The way that Agatha Christie builds up the story from meeting each individual at the start of the book, as a brief description is given, you get a snapshot of their personality. In addition how each one is brought to the island is done in such a way that you believe they all would want to go.
In addition Christe built up the tension in the book by speeding up the time between major events in the story, at the start of the book it takes four or five chapters for the first major event to happen. However by the end of the book it goes to more than one event per a chapter.
So like when a writer writes short sentences to raise the tension Agatha Christie does this on the larger scale by putting more events in a chapter.

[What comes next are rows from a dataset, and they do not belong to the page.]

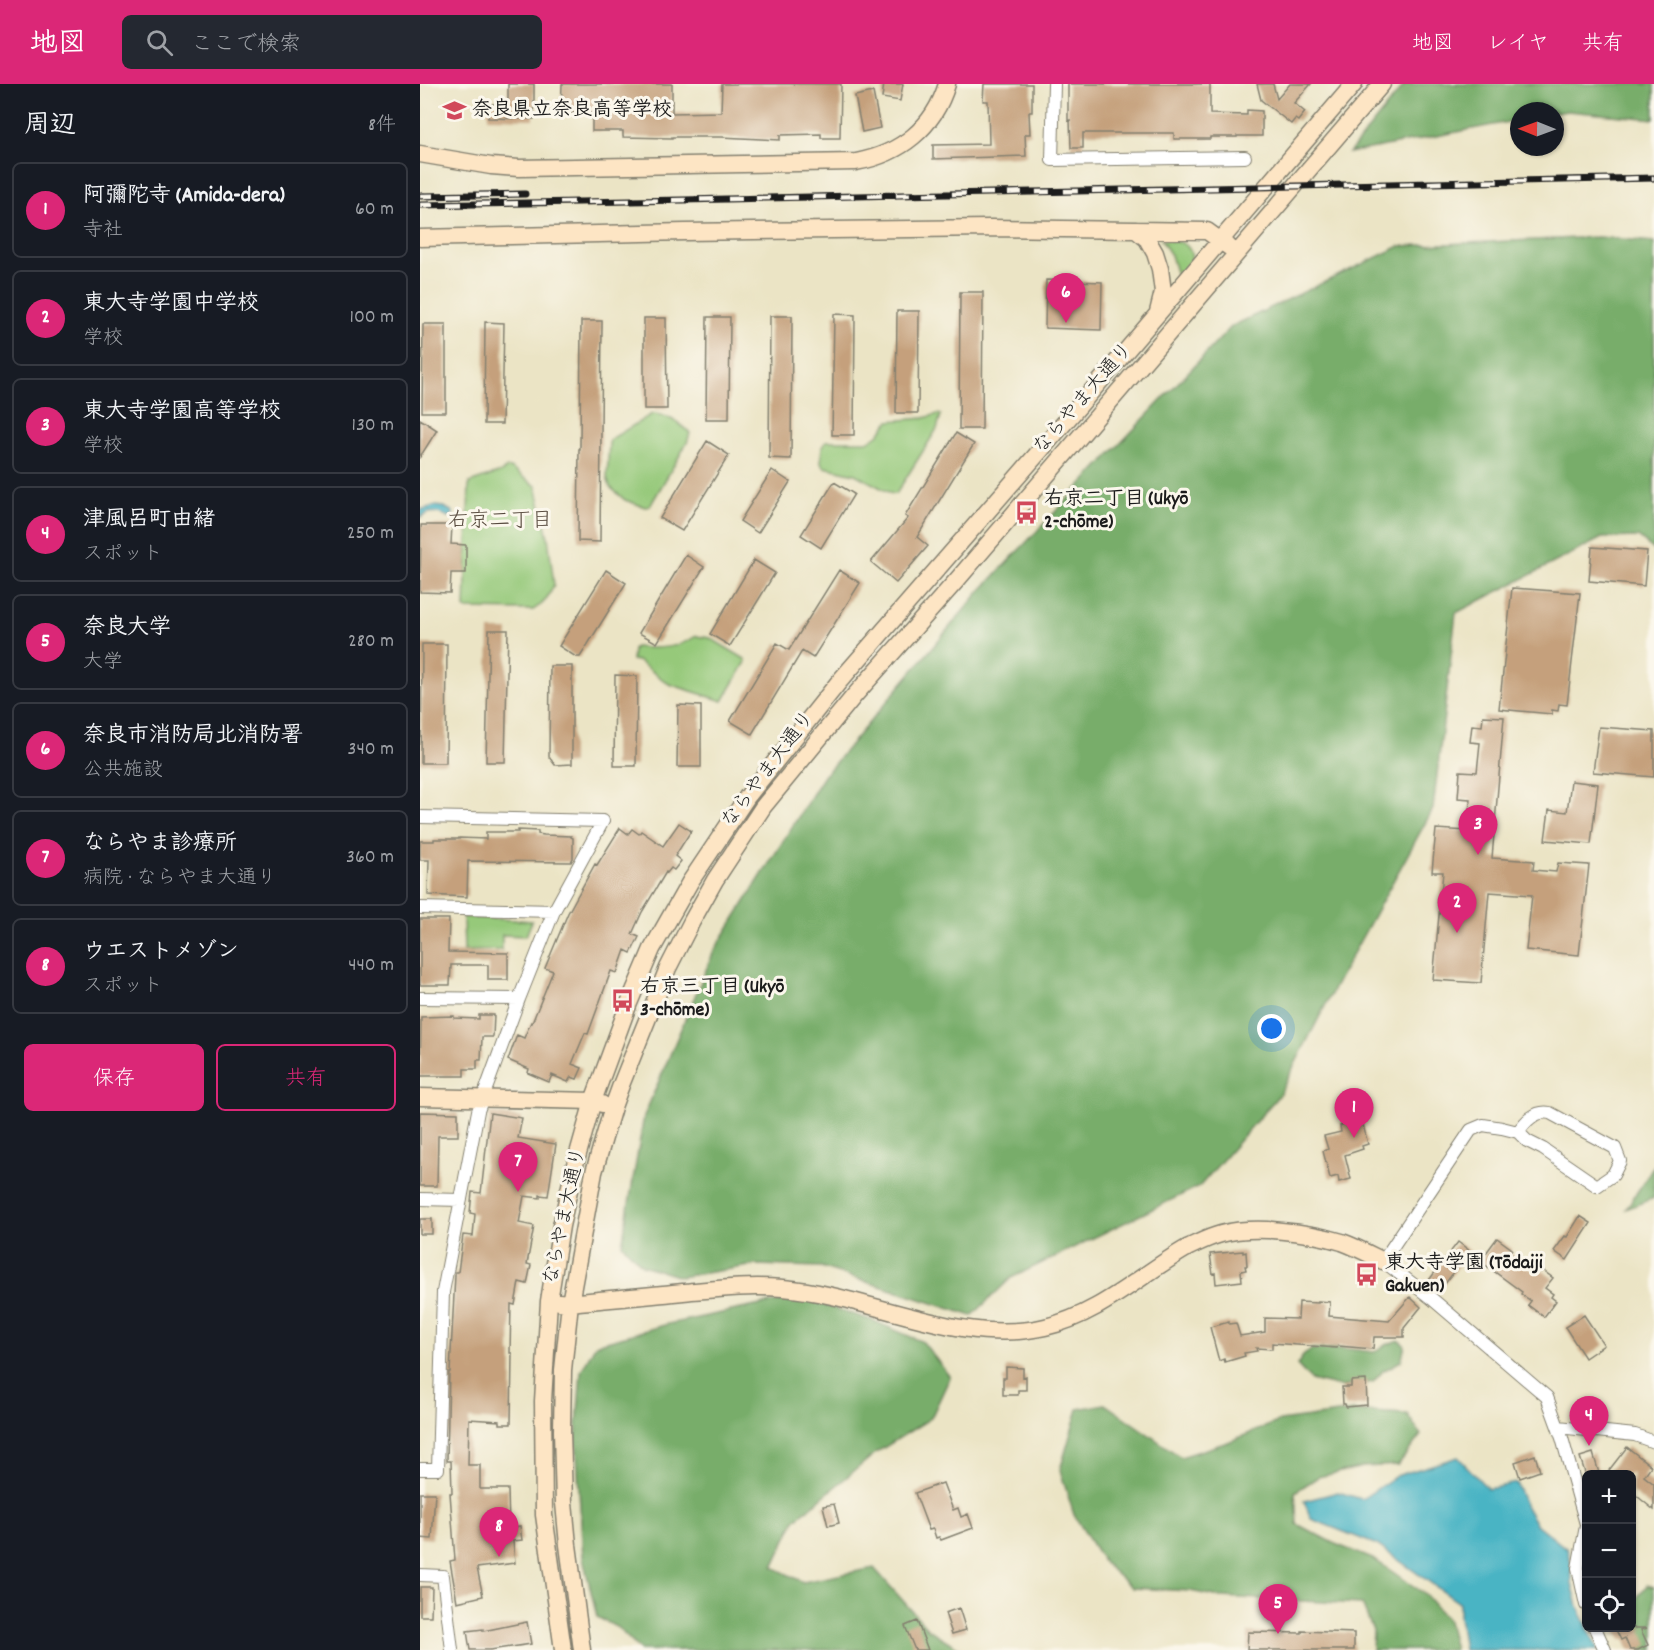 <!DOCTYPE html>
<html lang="ja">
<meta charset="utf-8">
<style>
body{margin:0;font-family:Dekko,"Klee One",sans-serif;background:#242831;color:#f1f3f6}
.controls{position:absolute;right:18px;bottom:18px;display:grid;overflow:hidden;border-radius:9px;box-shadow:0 2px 4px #0004}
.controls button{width:54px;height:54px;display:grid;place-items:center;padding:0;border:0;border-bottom:2px solid #363941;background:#171b24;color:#f1f3f6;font:30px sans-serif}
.compass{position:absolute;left:1090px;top:18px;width:54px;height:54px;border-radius:50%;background:#171b24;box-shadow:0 2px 4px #0004;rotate:271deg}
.you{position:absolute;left:852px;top:945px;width:21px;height:21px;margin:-15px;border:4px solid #fff;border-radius:50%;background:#1a73e8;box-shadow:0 0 0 9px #1a73e833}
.badge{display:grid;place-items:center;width:39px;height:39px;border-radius:50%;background:#db2777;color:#fff;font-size:20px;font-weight:700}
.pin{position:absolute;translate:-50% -50px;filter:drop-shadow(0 2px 3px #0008)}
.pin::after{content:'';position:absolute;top:32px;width:21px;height:18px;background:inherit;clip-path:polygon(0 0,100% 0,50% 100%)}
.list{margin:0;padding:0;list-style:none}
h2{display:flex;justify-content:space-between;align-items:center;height:78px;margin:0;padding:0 24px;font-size:26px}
h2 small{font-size:20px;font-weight:400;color:#9ea1a6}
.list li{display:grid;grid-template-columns:39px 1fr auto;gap:18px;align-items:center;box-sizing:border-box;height:96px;margin:0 12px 12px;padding:0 12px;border:2px solid #363941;border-radius:9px}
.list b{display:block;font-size:22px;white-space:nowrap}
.list p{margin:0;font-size:20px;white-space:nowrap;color:#9ea1a6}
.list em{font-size:20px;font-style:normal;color:#9ea1a6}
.actions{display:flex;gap:12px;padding:18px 24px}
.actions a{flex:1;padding:14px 0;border:2px solid #db2777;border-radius:9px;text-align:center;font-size:21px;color:#db2777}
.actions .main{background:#db2777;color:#fff}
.icon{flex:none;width:33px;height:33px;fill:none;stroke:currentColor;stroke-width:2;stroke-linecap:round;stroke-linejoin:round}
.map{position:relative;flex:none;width:1234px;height:1566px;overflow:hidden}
header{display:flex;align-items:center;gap:36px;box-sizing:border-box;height:84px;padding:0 30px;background:#db2777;color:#fff}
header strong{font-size:28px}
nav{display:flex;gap:33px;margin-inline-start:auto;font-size:21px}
.search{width:420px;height:54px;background:#242831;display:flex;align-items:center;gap:15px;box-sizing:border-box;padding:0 21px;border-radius:9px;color:#9ea1a6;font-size:22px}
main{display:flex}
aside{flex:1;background:#171b24}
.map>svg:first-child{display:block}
</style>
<header>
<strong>地図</strong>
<div class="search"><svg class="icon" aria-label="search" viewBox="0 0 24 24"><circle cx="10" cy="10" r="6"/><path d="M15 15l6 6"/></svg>ここで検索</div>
<nav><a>地図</a><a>レイヤ</a><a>共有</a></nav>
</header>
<main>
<aside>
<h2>周辺<small>8件</small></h2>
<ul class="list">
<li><span class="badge">1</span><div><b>阿彌陀寺 (Amida-dera)</b><p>寺社</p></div><em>60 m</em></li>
<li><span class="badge">2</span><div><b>東大寺学園中学校</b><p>学校</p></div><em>100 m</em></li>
<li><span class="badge">3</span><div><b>東大寺学園高等学校</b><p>学校</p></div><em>130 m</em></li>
<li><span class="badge">4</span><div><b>津風呂町由緒</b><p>スポット</p></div><em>250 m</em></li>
<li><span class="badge">5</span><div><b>奈良大学</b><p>大学</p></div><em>280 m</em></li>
<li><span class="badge">6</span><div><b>奈良市消防局北消防署</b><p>公共施設</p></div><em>340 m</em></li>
<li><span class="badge">7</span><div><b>ならやま診療所</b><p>病院 · ならやま大通り</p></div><em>360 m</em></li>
<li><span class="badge">8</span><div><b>ウエストメゾン</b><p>スポット</p></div><em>440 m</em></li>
</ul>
<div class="actions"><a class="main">保存</a><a>共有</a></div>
</aside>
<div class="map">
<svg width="1234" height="1566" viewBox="0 0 1234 1566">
<rect width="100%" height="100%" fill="#fbf7ec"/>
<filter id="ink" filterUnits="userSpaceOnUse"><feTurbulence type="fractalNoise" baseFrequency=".0167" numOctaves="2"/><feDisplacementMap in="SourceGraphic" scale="12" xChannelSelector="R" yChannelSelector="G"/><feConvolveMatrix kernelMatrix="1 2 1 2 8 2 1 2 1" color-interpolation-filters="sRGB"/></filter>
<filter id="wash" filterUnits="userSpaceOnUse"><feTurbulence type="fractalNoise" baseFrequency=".008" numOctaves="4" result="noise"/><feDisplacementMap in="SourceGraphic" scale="24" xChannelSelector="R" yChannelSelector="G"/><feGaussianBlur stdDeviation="1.35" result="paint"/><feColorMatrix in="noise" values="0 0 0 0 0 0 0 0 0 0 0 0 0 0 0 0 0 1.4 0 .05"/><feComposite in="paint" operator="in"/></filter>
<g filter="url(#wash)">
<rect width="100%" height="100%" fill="#ebe4c5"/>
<path fill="#96c97a" stroke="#59724b" stroke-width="1.5" d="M741,156C753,157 767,156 771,169C772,174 772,175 770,179C768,185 762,190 758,195L751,171Z
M232,330C245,330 261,339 270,349L267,359L230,422L225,423L205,416L190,403L187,393L189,360L190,356L194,353Z
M518,330L521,331L517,345L476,410H472L435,390L404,383L401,379L402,363L406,357H449L458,351L469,337L504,334Z
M87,384H90L116,402L128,453L134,501L129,511L122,520L113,526L45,525L49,399L81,388Z
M276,552L290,554L325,575L326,578L303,617L249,600L218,577L212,576L213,565L215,563C236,565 258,565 276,552Z
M43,833L112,837L106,852L82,851V866L44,867Z"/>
<path fill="#78ad6a" stroke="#4a6443" stroke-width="1.5" d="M985,0H1234V35L1147,27L1135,29V27H1099V36L929,69Z
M1179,153L1234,158V466L1218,453L1182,454L1036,529L1013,725L919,895L859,1011L780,1102L591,1194L552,1232L401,1183L336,1181L260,1193L222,1181L202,1160L224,1032L294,867L404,692L560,507L812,242L980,162Z
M1234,1082V1114L1206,1125Z
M380,1213L454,1237L503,1258L530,1293L511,1334L457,1368L375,1436L353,1483L383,1498L454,1484L508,1545L542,1566H220L198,1544L177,1533L163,1474L156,1354L161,1287L176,1260L248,1240Z
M979,1256L985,1262L981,1277L963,1287L953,1298L920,1303L891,1296L877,1281L883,1272L892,1265H929L954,1268L966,1261Z
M685,1320L761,1373L808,1358L860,1337L933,1327L987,1330L1001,1351L978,1381L943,1383L898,1393L875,1408L877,1440L913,1459L955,1476L1005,1510L1028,1537L1035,1566H952L953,1547L942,1520L800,1513L770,1507L712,1504L683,1478L654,1431L640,1386L658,1325Z
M1227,1501L1234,1503V1566H1219L1205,1544H1212V1520Z"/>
<path fill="#48b4c4" stroke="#326870" stroke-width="1.5" d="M14,422L24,423L33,428V431L28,433C18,428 10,426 0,434V426Z
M1038,1373L1068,1405L1096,1399L1106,1423L1116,1440L1147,1465L1151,1479L1152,1499L1158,1522L1178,1566H1044L1039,1533V1519L957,1461L891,1435L884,1417L918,1408L942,1415L976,1392Z"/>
<g id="blocks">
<path fill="#c5a07c" d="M88,0H114V35L68,34V20H88Z
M142,0H252V29L301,28L302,0H421L420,54H401V50L360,51V56L301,53H252V54L203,53V47H172V29H141Z
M464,0H483L480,17L462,14Z
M564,0H612V28H609L610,50H605L606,72L513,75V61L569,60L568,17H563Z
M648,0H790V30L827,31V26L842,27V52H817V53H790V55H754V49H663V64H651L650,36L648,37Z
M837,0H853L857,15L870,0H891L874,19L885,28L878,37L875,35L871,40L841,16Z
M453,8L460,44L442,48L435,12Z
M626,196L682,198L681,246L625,244Z
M540,208H563L562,345H539Z
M477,227H499L498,329H476Z
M414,230L435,231L434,351H412Z
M350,232H372L371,375L349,374Z
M287,233H310L309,335H286Z
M224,234H246L247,325H224Z
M161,237H182L180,458L158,457L159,365H160Z
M65,238L84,239L82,340H64Z
M3,240H26V328H2Z
M0,335L17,346L0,373Z
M536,349L554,360L497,453L508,462L476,499L451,478L488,434L485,432Z
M287,357L309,371L262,447L240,434Z
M352,386L370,398L338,449L320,437Z
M414,398L434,410L401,464L381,451Z
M1,441H32L31,460L46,461V489H31L30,509L0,508Z
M1172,463L1227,467L1224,502L1169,497Z
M266,471L284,483L237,559L219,549Z
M334,476L355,489L310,562L290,550Z
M186,486L206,499L160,573H156L139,562Z
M419,486L440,499L393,574L382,567L332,650L310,637L357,559L369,566Z
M1092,504L1160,509L1147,621L1139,620L1138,627L1132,626V630L1079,625Z
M69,546H88L85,678H66Z
M2,560H27L26,679H1Z
M130,582H152V680L135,681L129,673Z
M195,591L217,592L216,682H194Z
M258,621L281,622V683H257Z
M1063,632L1084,633L1072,774L1114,777L1113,786L1136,788L1138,779L1169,781L1159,871L1106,866L1112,811L1069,808L1061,899L1013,896L1023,788H1012L1016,745L1048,747L1050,715L1038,714L1040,687L1057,688L1060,659L1050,658L1052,641L1062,642Z
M1179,643L1234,647V693L1173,688Z
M1151,697L1178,700L1171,760L1125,756L1129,726L1147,728Z
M259,739L271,747L255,772L261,777L254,786L251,784L247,789L246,788L222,828L212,850L219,853L211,869L205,866L197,889L191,887L168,950L165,949L152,980L162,984L157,995L151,993L148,998L132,991L129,998L108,989L109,985L88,976L97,951L104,954L111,938L112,939L133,887L125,884L148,829L175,780L177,781L200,744L208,750L212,745L219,750L221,747L243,762Z
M98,746L118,747V750L124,751L151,752V753L153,754V774L151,778L48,777L47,813L8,811L9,776H0V757H14V755H39V754L66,755V748H98Z
M0,835H29L28,868L88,869V896H68V881H31L30,901H0Z
M59,931H74L73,953H62L61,976H57V985H44V992H0L1,933L34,932V934L59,935Z
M0,1028L38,1029V1052H18L17,1102H0Z
M70,1029L102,1034L98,1054L136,1060L128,1112L120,1111V1114L104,1112L99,1139L114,1142L107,1180L111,1181L107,1200L99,1198L95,1221L91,1220L90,1269H92L91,1340H80V1337L49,1335L48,1381H60V1405H88L89,1444L100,1442L102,1456L93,1457L95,1479L57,1484L63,1512L37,1518L30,1477L35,1476L30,1409H32L31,1377H27L29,1288H30L35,1191V1188H38L43,1151L53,1152L55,1130L50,1129L52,1108L61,1109Z
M938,1034L939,1037H942L948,1060L942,1062L943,1065L925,1071L931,1095L919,1098L918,1092L910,1094L903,1067L908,1065L904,1052L921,1048L920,1042L922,1041L921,1038Z
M1160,1132L1171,1139L1147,1176L1134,1167L1145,1152L1147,1153Z
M0,1135H12V1150H0Z
M1077,1154L1092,1165L1089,1169L1116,1189L1118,1186L1121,1188L1122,1186L1133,1194L1125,1204L1133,1210L1131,1213L1136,1217L1124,1233L1108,1221L1111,1217L1101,1210L1102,1208L1060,1177Z
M1038,1158L1050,1167L1021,1205L1009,1196Z
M823,1167V1169L826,1168L827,1182H825L826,1186L821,1187L822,1197L796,1200L795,1189L793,1190L790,1170Z
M990,1213L1001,1223L984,1244V1253H954L953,1265L918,1262L917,1264L852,1259V1265L836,1264L837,1267L824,1269L825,1272L805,1278L804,1275L799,1277L790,1243L809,1238V1240L816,1239L820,1252L845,1248V1234L878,1235L879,1218L898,1219V1217L910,1218L909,1232L969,1237Z
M1164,1231L1184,1261L1165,1274L1145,1243Z
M586,1283L603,1284V1293L606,1292V1306H598V1311H583V1294H586Z
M946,1296L947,1321L926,1323L925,1320H923L922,1303H931V1297Z
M1207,1363L1231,1382L1224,1392L1234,1400V1426L1212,1408V1390H1186Z
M1173,1369L1179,1389L1167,1390L1166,1392L1160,1373Z
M1115,1371L1120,1387L1100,1394L1095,1378Z
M523,1399L533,1426L538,1424L541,1433L548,1430L553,1444L521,1456L519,1453L516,1454L513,1445L509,1446L495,1409Z
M0,1409H15L12,1455L0,1454Z
M414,1420L419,1439L408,1442L403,1422Z
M0,1503H12L11,1532H0Z
M539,1524L546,1546L532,1550L525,1529Z
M497,1537L508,1566H495L485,1542Z
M107,1538L111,1560L70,1566H50L47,1547L63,1545V1547Z
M1195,1544H1227L1221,1546L1228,1561L1218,1566H1210L1205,1554L1201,1556Z
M882,1547L934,1549V1566H827L828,1548L882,1549Z"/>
</g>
</g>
<g filter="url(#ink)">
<use href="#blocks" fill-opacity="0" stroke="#848070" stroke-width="1.5"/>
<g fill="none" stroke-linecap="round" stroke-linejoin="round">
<defs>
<path id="street" d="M634,0L632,76L825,73
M0,733L183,737L134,827L99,915L58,1027L23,1208L18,1385H0
M0,824L134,827
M0,914L99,915
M1098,1048C1105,1038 1115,1026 1130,1029L1195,1064L1200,1077L1193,1091L1177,1102L1123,1065L1107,1057L1098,1048L1082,1044L1063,1041L1051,1046L963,1177L1011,1214L1127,1313L1142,1354L1166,1440
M0,1115L41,1116
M1138,1343L1215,1351L1234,1358
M1166,1442L1158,1484L1166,1521
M0,1491L23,1492L32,1566
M1175,1544L1185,1566"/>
<path id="secondary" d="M0,70L71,82L99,84L436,78C480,70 514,44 527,0
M716,146L727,155L735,169L740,185L743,208L738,228
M0,154L265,148L570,144L787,147L809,163
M0,1013L173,1017L182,1020
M139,1218L150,1219C187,1215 225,1212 263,1208C296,1205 329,1201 363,1204C450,1211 538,1263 625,1243C679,1231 720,1191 767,1164C778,1159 789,1153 801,1150C834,1141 889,1148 922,1158C936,1163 949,1170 963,1177
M143,1566L124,1431L123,1317L129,1217L141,1142L154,1084L173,1017L209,919L232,865L270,798L327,713L418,599L653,329L934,0
M162,1566L148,1461L144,1419L142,1347L143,1286L150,1219L174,1088L193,1023L201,1001L248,884L272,837L295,796L343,723L434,612L537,496L962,0"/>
</defs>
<use href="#street" stroke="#848070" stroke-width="14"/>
<use href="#secondary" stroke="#848070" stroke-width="19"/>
<use href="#street" stroke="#fff" stroke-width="12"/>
<use href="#secondary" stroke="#fde5c4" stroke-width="16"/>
<defs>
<path id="rail" d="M0,112L105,110
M0,121L263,116L1234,94"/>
</defs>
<use href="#rail" stroke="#1c1c1c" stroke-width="7"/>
<use href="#rail" stroke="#fbf7ec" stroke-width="4.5" stroke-dasharray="14" stroke-linecap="butt"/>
</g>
</g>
<defs>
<symbol id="school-bare" viewBox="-9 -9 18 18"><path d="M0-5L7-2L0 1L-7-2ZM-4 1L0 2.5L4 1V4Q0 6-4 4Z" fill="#d1495b" stroke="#fbf7ec" stroke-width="2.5" paint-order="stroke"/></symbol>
<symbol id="bus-bare" viewBox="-9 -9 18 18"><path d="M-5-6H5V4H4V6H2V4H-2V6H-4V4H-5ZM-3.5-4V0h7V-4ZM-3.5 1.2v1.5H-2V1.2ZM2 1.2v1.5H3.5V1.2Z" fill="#d1495b" stroke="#fbf7ec" stroke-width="2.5" paint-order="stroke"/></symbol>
</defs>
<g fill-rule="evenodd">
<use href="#school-bare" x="18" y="10" width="33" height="33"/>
<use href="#bus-bare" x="590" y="412" width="33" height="33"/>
<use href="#bus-bare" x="186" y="900" width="33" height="33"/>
<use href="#bus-bare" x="930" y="1174" width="33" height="33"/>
</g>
<g text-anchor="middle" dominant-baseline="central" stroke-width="6" stroke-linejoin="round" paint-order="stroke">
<g font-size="20" font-weight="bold" fill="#1c1c1c" stroke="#fbf7ec" text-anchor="start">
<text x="52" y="27">奈良県立奈良高等学校</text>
<text x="624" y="416">右京二丁目 (Ukyō<tspan x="624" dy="23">2-chōme)</tspan></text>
<text x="220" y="904">右京三丁目 (Ukyō<tspan x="220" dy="23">3-chōme)</tspan></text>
<text x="965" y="1180">東大寺学園 (Tōdaiji<tspan x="965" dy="23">Gakuen)</tspan></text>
</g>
<g font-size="20" fill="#1c1c1c" stroke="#fbf7ec">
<text transform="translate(664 315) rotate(-49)">ならやま大通り</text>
<text transform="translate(349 686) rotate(-53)">ならやま大通り</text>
<text transform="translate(146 1132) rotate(-78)">ならやま大通り</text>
</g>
<g font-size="21" fill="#574a3e" stroke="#fbf7ec">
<text x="80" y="438">右京二丁目</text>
</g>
</g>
</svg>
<div class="controls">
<button>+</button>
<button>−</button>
<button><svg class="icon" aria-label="locate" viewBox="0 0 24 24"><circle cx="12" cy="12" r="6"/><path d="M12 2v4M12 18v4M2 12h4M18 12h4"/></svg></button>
</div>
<svg class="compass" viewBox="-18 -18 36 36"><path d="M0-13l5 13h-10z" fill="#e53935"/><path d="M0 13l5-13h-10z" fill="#9ea1a6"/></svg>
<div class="you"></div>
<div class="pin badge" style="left:934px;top:1054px">1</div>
<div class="pin badge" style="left:1037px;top:849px">2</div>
<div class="pin badge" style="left:1058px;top:771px">3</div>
<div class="pin badge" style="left:1169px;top:1362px">4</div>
<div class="pin badge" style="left:858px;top:1550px">5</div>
<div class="pin badge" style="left:646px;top:239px">6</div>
<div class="pin badge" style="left:98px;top:1108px">7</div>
<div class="pin badge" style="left:79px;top:1473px">8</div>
</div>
</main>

The only weakness in the book for me is how the reader gets to no the solution, it did seem to be a very convoluted way of going about it,but with the writer writing such a wonderful thriller I think i can let christie of this one as it is only a couple of paragraphs in such a well crafted book.click book to see price at Amazon
I am sort of puzzled on how to rate the narrator of the Audiobook, Dan Stevens, because I usually judge the narrator two ways, the first being how well they did reading/performing the story and second on how fast I am able to play the audiobook itself.
The First part is the reading/performance, with the book having 10 individual characters most of which have major parts it would have been easy to confuse the voices as a listener, however i always knew who was talking and in addition nobody had a so called comedy accent, as some audio narrations can have.
I normally listen to an audiobook at about 1.75 speed however i was not able to do that with this book, however as able to follow the story i will let Dan Stevens off on this point.
Who should read And Then There Were None? Everyone, as this is one of those books that because of the way it is written and crafted it is one of the best books of its type.
With the tension built up throughout the book and suspects being killed throughout the book, then the simple answer is everyone as not reading an Agatha christie book is like living in the United Kingdom and not knowing who the Queen is, so why not Read the best, And Then There Were None.
Meet the Narrator
Dan Stevens, first professional acting role is one for the books – legendary director Peter Hall cast him as Orlando in his 2004 production of Shakespeare’s As You Like It. After debuting at the Rose Theatre in Kingston Upon Thames, the tour of the production took the young actor to New York, San Francisco and Los Angeles.
His performance won praise from critics on both sides of the Atlantic and he went on to star in a string of TV productions, including Frankenstein and Sense and Sensibility.
Stevens got his big break in 2010, when he was cast as Matthew Crawley in the hit series, Downton Abbey.
Meet the Writer
Agatha Christie is the best-selling author of all time. She wrote 66 crime novels and story collections, fourteen plays, and six novels under a pseudonym in Romance. Her books have sold over a billion copies in the English language and a billion in translation. According to Index Translationum, she remains the most-translated individual author, having been translated into at least 103 languages. She is the creator of two of the most enduring figures in crime literature-Hercule Poirot and Miss Jane Marple-and author of The Mousetrap, the longest-running play in the history of modern theatre.